A woman is speaking to a group of people with a microphone and two people are standing beside her in front of a store with glass window panels at the storefront. The store sign above the windows reads " Randy's Take Out" in large blue and red lettering on a white background.

The Living History of Little Jamaica

Discover the roots of Toronto’s first Caribbean community, and the vibrant heritage of the people who call it home.

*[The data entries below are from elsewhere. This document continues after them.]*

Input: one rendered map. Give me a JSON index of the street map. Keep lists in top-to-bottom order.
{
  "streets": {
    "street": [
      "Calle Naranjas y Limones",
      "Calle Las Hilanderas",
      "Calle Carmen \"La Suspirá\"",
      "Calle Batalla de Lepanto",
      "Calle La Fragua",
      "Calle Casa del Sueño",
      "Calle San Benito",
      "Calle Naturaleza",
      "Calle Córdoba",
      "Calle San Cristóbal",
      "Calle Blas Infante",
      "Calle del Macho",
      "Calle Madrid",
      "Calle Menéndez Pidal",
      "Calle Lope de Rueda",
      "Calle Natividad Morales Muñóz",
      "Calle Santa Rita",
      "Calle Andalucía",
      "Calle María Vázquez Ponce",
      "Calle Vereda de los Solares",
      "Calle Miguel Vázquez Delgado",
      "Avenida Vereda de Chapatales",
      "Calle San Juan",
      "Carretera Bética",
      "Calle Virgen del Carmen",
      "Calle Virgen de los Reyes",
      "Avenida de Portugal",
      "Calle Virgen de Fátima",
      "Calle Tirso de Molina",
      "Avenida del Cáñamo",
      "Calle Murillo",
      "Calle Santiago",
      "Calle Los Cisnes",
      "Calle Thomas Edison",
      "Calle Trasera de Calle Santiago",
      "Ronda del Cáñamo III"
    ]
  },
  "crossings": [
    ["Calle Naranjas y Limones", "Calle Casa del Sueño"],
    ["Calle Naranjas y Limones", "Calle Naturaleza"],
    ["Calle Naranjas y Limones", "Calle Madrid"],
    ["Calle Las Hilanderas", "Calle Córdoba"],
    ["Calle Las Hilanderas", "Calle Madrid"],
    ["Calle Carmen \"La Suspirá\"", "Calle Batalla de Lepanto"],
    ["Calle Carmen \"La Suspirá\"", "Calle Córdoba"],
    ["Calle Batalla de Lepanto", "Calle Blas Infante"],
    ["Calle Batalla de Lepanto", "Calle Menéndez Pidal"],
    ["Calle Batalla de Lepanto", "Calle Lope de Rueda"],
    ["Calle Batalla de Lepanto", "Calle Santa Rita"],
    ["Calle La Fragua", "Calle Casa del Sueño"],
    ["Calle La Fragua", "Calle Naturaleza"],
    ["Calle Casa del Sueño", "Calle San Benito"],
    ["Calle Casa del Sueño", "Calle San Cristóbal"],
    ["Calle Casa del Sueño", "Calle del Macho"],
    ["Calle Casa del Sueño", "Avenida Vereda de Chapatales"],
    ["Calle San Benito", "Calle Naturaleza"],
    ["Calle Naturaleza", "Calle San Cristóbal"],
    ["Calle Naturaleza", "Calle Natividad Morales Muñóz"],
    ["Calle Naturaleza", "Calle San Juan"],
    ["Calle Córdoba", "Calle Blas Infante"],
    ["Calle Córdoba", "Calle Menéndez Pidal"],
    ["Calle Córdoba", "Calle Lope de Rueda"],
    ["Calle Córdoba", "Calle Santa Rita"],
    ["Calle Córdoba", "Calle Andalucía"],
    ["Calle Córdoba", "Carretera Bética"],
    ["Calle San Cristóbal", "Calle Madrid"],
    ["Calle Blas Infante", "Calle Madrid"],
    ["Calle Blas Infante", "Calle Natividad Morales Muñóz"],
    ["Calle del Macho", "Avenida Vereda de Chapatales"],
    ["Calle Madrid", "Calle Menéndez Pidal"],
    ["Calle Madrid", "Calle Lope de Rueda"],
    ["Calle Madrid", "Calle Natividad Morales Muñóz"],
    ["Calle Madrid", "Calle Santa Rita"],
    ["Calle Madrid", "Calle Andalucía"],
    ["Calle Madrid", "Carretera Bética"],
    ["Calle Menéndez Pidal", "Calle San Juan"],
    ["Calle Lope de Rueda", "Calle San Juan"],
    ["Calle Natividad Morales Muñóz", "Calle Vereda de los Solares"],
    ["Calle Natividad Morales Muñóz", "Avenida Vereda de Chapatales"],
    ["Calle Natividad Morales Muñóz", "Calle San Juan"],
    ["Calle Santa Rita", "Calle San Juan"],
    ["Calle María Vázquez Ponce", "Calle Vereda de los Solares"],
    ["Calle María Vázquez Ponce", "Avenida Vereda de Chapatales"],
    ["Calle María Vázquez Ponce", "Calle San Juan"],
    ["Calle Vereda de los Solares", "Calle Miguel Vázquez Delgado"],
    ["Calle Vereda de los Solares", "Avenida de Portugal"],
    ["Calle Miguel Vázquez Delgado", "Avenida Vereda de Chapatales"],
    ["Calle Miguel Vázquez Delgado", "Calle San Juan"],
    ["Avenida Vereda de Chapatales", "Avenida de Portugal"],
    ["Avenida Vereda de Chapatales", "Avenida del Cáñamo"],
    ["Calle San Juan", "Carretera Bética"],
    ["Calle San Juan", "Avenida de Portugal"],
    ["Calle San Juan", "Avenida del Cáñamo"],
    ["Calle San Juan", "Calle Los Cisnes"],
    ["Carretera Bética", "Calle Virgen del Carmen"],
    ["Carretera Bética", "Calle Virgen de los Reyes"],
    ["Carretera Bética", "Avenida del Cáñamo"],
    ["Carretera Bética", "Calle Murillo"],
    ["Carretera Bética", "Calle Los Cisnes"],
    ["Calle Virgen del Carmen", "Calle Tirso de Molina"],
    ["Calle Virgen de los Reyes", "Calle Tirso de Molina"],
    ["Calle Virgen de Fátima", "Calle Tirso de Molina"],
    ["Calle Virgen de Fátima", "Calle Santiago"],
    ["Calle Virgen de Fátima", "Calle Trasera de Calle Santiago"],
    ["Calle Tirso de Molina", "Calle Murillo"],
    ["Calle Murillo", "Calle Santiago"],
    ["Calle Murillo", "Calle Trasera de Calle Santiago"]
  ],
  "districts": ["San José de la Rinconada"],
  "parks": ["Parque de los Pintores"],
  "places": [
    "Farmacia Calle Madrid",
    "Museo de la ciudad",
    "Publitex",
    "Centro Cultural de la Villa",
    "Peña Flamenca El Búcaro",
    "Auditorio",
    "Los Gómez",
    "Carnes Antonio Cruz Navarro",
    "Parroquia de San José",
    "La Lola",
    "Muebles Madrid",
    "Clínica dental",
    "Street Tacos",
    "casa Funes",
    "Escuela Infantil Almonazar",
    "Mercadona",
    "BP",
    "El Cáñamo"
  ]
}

Between Allen Road and Keele Street, Eglinton West Avenue has been known colloquially as “Likkle Jamaica” or “Likkle Caribbean” since the late 1970s. In the bustling metropolis of Toronto, it is not uncommon to hear a “Wagwan” (what’s up?) or find a patty spot, a reflection of the major contribution that Caribbean culture is making to Toronto, both inside and outside of the Little Jamaica neighbourhood.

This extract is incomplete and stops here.